The inclusion of CBD on Carl’s Jr. official food menu is perhaps indicative of the way we’ll see cannabis-derived products infiltrate fast food in the near future. While Carl’s Jr. is the first major fast food chain to include any type of cannabis on its menu, the trendiness, intrigue and, of course, effects of hemp and cannabis-derived products are sure to be a way for fast food institutions to lure in millennials and younger customers.
CBD can be derived from both marijuana plants and hemp plants, with the latter being the more common variety popping up at bakeries, drugstores and doggy daycares in cities across the country. While THC is the ingredient in marijuana that produces a high, CBD is the chemical compound that provides a relaxed feeling (and, no, it does not make you high). CBD is said to provide relief from chronic pain, anxiety, inflammation and other conditions and is categorized as a non-psychotic, non-addictive substance.

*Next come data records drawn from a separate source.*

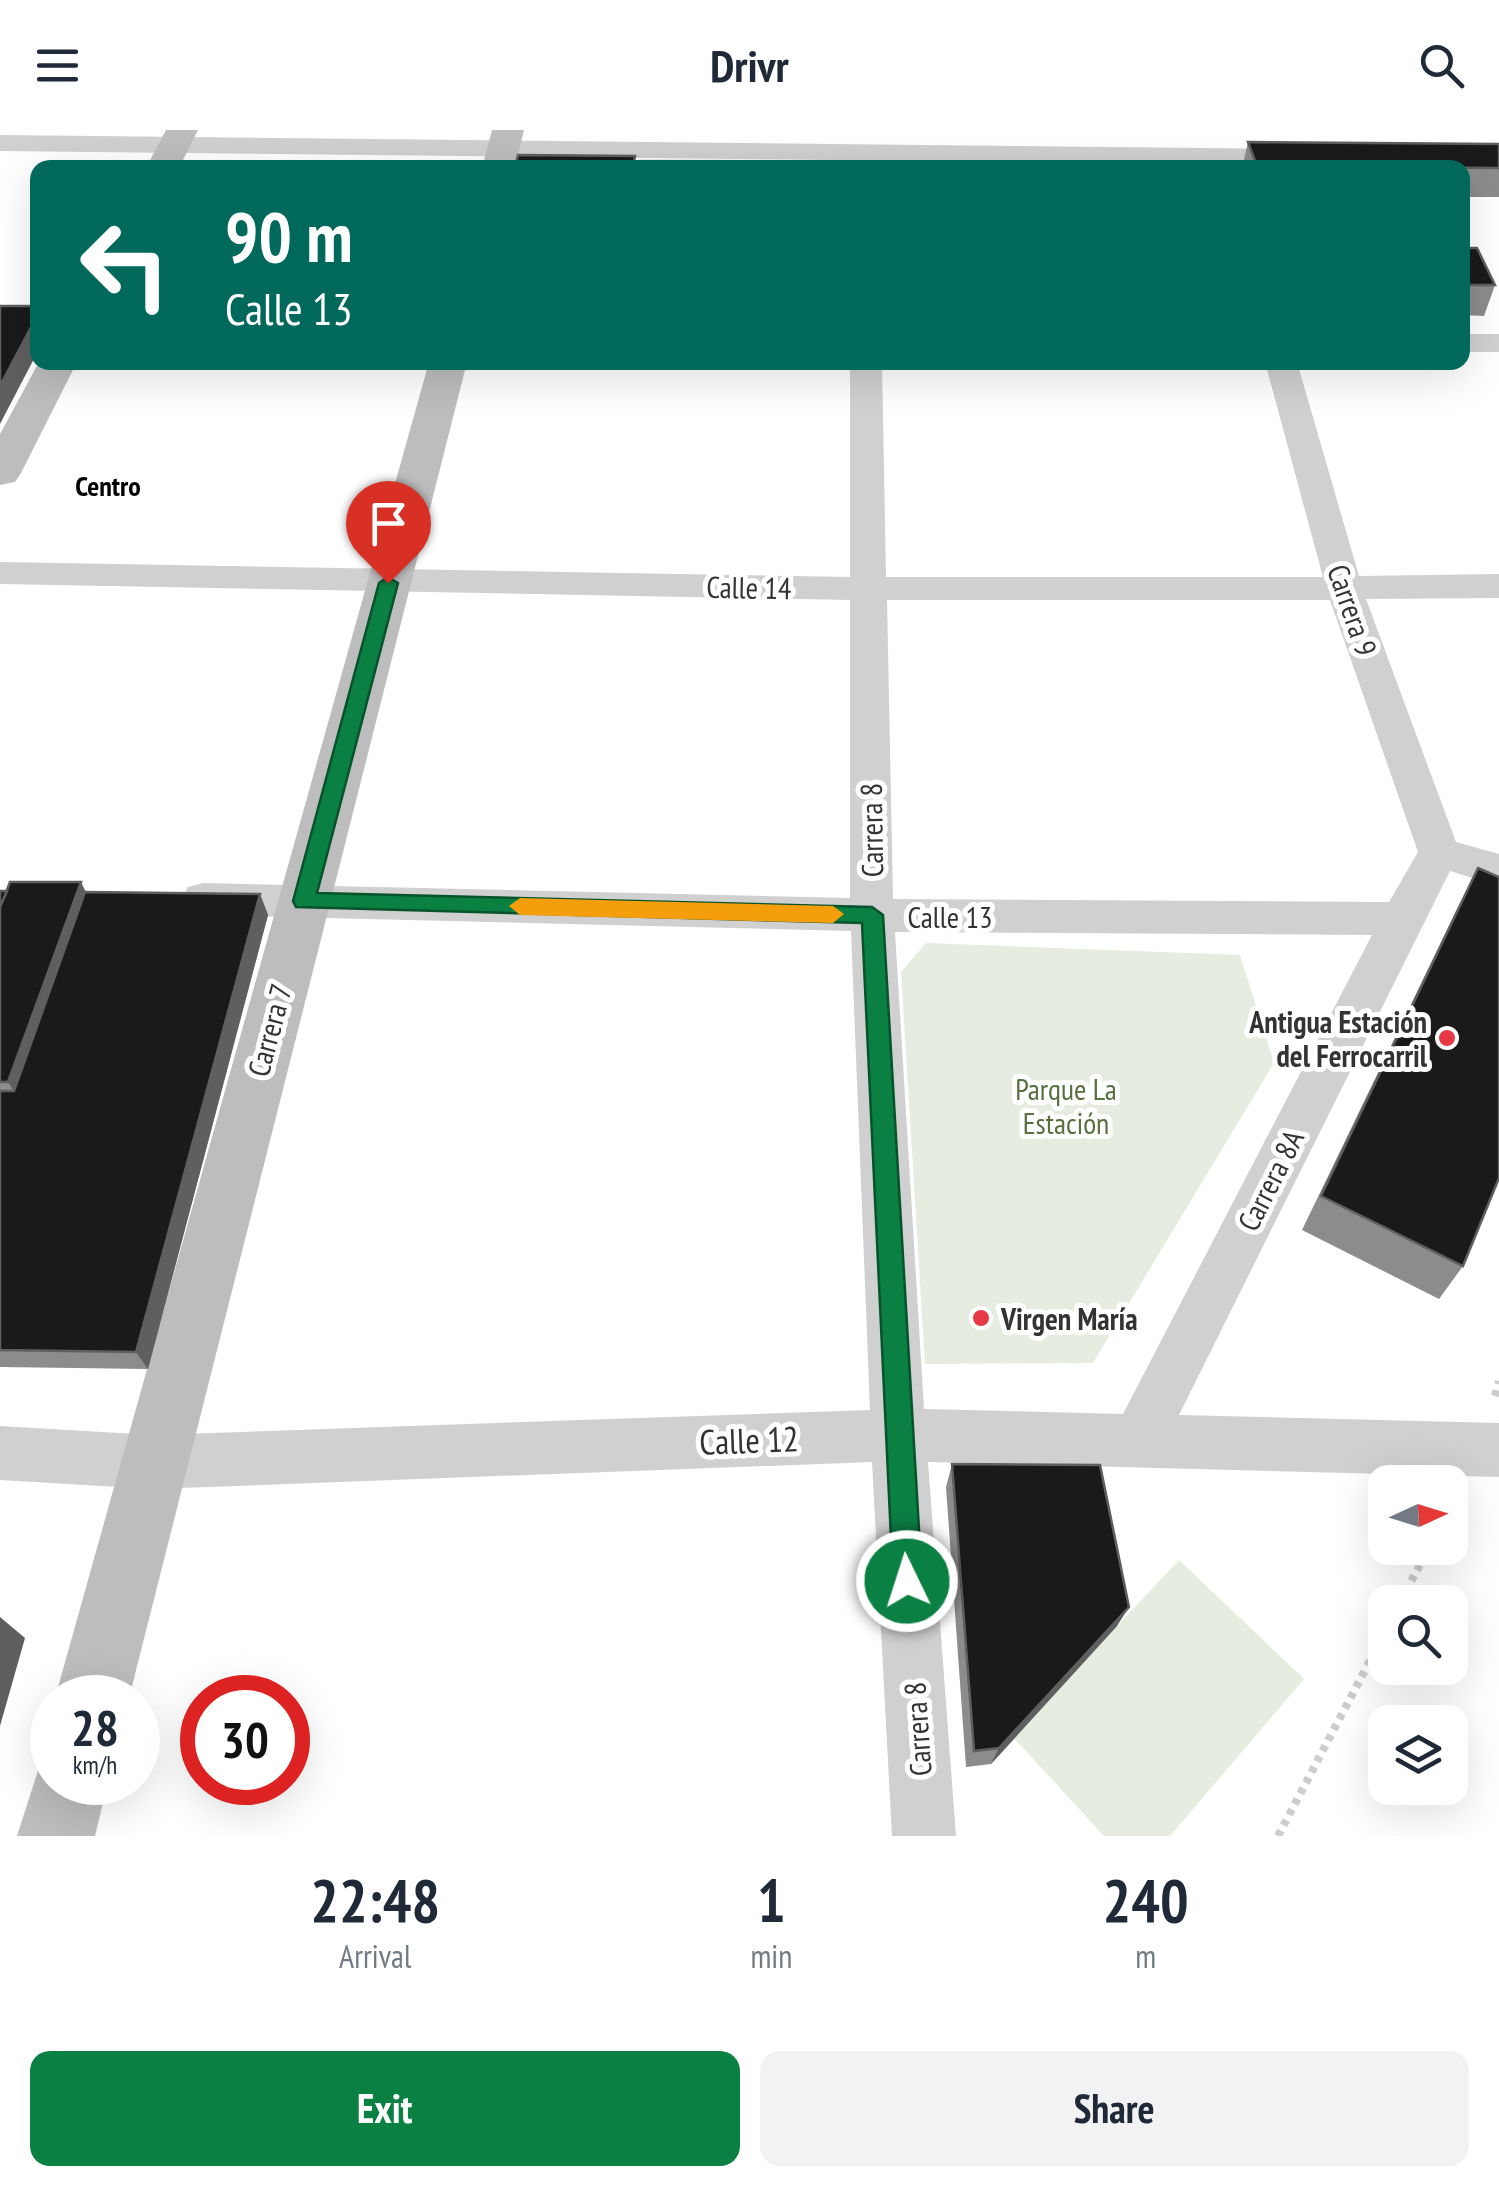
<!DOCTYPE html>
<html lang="en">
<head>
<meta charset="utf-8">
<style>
  body { margin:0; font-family:"PT Sans Narrow",sans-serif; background:#f2f2f3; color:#1f2937; height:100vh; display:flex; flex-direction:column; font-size:38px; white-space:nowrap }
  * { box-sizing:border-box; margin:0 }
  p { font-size:32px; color:#747a83 }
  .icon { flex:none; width:55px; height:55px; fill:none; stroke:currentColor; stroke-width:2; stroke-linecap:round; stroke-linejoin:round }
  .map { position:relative; height:1706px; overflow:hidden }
  .side { display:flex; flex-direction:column; background:#fff; flex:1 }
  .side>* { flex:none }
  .banner { position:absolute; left:30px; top:30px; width:1440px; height:210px; border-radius:20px; box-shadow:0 10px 40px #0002; background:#00695c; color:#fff; overflow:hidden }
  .needle { width:65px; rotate:86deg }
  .fabs { position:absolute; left:1368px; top:1335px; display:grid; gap:20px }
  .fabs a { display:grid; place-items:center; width:100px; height:100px; border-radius:20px; background:#fff; box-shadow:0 10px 40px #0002; font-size:50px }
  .speed { position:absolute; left:30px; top:1545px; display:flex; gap:20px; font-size:50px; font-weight:700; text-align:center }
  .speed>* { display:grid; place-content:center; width:130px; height:130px; border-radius:50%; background:#fff; box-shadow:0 10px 40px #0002; line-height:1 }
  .speed small { font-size:25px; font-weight:400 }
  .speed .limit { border:15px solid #d22; background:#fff; color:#111 }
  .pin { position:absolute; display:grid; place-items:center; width:85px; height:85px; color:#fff; margin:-102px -42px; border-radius:50% 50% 50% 0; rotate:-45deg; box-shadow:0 0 10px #0007 }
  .pin .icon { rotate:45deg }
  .me { position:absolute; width:110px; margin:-55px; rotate:356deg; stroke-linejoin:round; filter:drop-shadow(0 0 8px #0008) }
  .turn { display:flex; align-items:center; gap:35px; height:210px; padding:0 30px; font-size:45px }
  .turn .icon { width:130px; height:130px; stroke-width:2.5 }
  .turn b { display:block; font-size:70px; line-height:85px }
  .eta { display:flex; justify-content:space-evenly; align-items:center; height:170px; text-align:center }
  .eta b { font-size:60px; font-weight:700; line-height:70px }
  .button { display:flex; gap:20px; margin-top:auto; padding:20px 30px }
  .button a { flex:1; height:115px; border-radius:20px; background:#0b8043; color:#fff; font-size:40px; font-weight:700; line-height:115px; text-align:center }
  .button a+a { background:#f2f2f3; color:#1f2937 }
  header { display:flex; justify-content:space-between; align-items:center; height:130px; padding:0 30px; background:#fff; font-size:45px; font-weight:700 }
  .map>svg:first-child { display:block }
  .green { fill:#e6ecdf }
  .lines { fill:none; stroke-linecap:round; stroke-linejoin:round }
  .path { stroke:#cdcdcd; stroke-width:8; stroke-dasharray:6 6; stroke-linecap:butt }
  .street { fill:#d0d0d0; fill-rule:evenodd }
  .secondary { fill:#bdbdbd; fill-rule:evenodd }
  .wall { fill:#8c8c8c }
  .shaded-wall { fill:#5f5f5f }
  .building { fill:#1a1a1a; stroke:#5f5f5f; stroke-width:2.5 }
  .route { fill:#0b8043; stroke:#07532c; stroke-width:2.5 }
  .slow { fill:#f59e0b }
  .poi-dot { fill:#e63946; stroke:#fff; stroke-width:4 }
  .labels { text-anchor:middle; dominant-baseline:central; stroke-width:10; stroke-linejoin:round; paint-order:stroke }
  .far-neighbourhood-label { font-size:28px; font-weight:bold; fill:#000; stroke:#fff }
  .street-label { font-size:30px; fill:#333; stroke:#fff }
  .poi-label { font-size:30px; font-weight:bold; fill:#333; stroke:#fff; text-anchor:end }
  .park-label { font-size:30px; fill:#56703f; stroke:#fff }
  .near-street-label { font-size:35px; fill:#333; stroke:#fff }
</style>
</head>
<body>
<header><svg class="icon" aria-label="menu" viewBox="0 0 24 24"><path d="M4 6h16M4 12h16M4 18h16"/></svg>Drivr<svg class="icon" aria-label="search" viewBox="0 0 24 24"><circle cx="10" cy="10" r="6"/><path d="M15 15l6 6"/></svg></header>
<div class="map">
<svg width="1499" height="1706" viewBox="0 0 1499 1706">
  <rect width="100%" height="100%" fill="#fff"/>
  <g class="green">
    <path d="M639 29 816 30V37H638Z"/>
    <path d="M926 813 1240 825 1274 933 1093 1233 925 1234 901 842Z"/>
    <path d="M1179 1430 1304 1549 1170 1706H1104L1013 1607Z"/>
  </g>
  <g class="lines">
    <g class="path">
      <path d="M1495 1266 1499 1251"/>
      <path d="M1400 1472 1429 1418"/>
      <path d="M1278 1706 1385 1502"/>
    </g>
    <g class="street">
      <path d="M0 5 1303 19 1316 27 1303 35 0 21Z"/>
      <rect x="1462" y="204" width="37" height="18"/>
      <path d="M850 232H882L886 447H1323L1265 232H1297L1359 446 1499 444V468L1366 469 1456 712 1499 724V756L1450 741 1179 1285 1499 1293V1347L928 1332 956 1706H892L872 1332 153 1359 0 1350V1296L153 1305 870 1280 851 801 203 785 188 781 181 769 188 757 203 753 850 768V470L0 454V432L850 447ZM887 470H1330L1418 722 1389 772 893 769ZM895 802 1372 805 1123 1284 924 1279Z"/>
    </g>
    <g class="secondary">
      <path d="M166 0H198L179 38H146Z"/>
      <path d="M492 0H524L515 38H482Z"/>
      <path d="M39 232H77L21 343 15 352 0 355V304Z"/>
      <path d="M429 232H467L129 1568H55Z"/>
      <path d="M52 1621V1652H108L95 1706H17L43 1625Z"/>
    </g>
  </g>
  <g class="wall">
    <path d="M1248 12 1499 14V67H1462V38H1242Z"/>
    <path d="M1462 118 1495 155 1484 186 1462 185Z"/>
    <path d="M1478 738 1463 1136 1439 1169 1302 1100 1458 777Z"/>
    <path d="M0 761 260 764 268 785 148 1239 0 1237Z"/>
    <path d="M952 1334 1117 1496 991 1634 966 1637 946 1357Z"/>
  </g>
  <g class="shaded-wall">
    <path d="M38 184V221L0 294V256Z"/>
    <path d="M81 752 96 783 27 981 8 952Z"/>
    <path d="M260 764 268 785 148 1239 136 1222Z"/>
    <path d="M1129 1477 1117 1496 991 1634 999 1618Z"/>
    <path d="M0 1487 25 1508 0 1596Z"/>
  </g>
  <g class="building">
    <path d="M1248 12 1499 14V38L1257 36Z"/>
    <path d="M518 25 635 26 633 38H515Z"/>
    <path d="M1462 118H1477L1495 155H1462Z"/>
    <path d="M0 176H38V184L0 256Z"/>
    <path d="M1478 738 1499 747V1048L1463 1136 1321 1066Z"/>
    <path d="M10 752H81L8 952H0V777Z"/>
    <path d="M0 761H7L0 777Z"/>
    <path d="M85 762 260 764 136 1222 0 1220V961H14Z"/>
    <path d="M952 1334 1100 1335 1129 1477 999 1618 974 1621Z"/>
  </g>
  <path class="route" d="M388 447 398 453 317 763 872 777 883 785 922 1451 918 1461 907 1465 897 1461 893 1451 862 793 296 777 293 771 379 453Z"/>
  <path class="slow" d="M520 768 833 776 844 784 833 793 520 785 509 776Z"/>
  <g class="poi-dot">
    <circle cx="1447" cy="908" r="10"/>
    <circle cx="981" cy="1188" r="10"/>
  </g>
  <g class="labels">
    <g class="far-neighbourhood-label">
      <text x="108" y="355">Centro</text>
    </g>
    <g class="street-label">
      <text transform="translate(749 457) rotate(1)">Calle 14</text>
      <text transform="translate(1353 480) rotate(71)">Carrera 9</text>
      <text transform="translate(871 700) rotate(-91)">Carrera 8</text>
      <text x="950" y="786">Calle 13</text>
      <text transform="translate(269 900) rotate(-75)">Carrera 7</text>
      <text transform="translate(1270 1050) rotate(-63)">Carrera 8A</text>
      <text transform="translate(917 1599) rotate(-94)">Carrera 8</text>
    </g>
    <g class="poi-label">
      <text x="1427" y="891">Antigua Estación<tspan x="1427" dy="34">del Ferrocarril</tspan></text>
      <text x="1001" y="1188" text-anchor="start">Virgen María</text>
    </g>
    <g class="park-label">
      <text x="1066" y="958">Parque La<tspan x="1066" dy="34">Estación</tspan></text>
    </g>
    <g class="near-street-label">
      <text transform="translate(749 1310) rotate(-2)">Calle 12</text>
    </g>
  </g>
</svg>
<div class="fabs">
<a><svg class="needle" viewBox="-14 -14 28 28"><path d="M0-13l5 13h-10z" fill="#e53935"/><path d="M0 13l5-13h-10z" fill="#747a83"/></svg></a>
<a><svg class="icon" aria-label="search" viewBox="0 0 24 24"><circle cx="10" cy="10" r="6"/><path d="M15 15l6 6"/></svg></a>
<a><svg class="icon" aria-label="layers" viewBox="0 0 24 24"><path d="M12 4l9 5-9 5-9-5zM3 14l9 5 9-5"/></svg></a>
</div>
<div class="speed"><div>28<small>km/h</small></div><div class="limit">30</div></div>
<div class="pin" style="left:388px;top:453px;background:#d93025"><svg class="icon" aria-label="arrive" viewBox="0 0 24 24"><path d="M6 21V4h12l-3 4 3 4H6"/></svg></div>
<svg class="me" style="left:907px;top:1451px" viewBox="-20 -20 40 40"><circle r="17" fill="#0b8043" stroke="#fff" stroke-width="3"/><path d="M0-11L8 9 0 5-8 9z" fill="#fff"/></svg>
<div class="banner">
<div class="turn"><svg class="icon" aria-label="left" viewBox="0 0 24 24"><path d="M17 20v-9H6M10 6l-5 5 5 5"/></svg><div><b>90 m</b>Calle 13</div></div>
</div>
</div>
<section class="side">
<div class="eta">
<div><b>22:48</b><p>Arrival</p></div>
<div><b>1</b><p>min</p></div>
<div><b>240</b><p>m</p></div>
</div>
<div class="button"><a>Exit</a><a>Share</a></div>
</section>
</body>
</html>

Limited research, however, exists on the proper use, dosage and application of CBD.
Though recreational marijuana is illegal in all but five states (including Colorado, which is likely why Carl’s Jr. picked Denver for their first CBD product), hemp-derived CBD does not face the same restrictions, and can technically be sold over-the-counter like any other legal plant-derived substance. Hemp milk, for example, is a popular supermarket item and even Martha Stewart is launching her own line of CBD products.
Though the legality of CBD is still up for debate across the country, and while Carl’s Jr. has yet to announce any more CBD menu items in other locations, CBD enthusiasts across America will likely continue to add the infused oils to cocktails, topical lotions and now, apparently, burgers.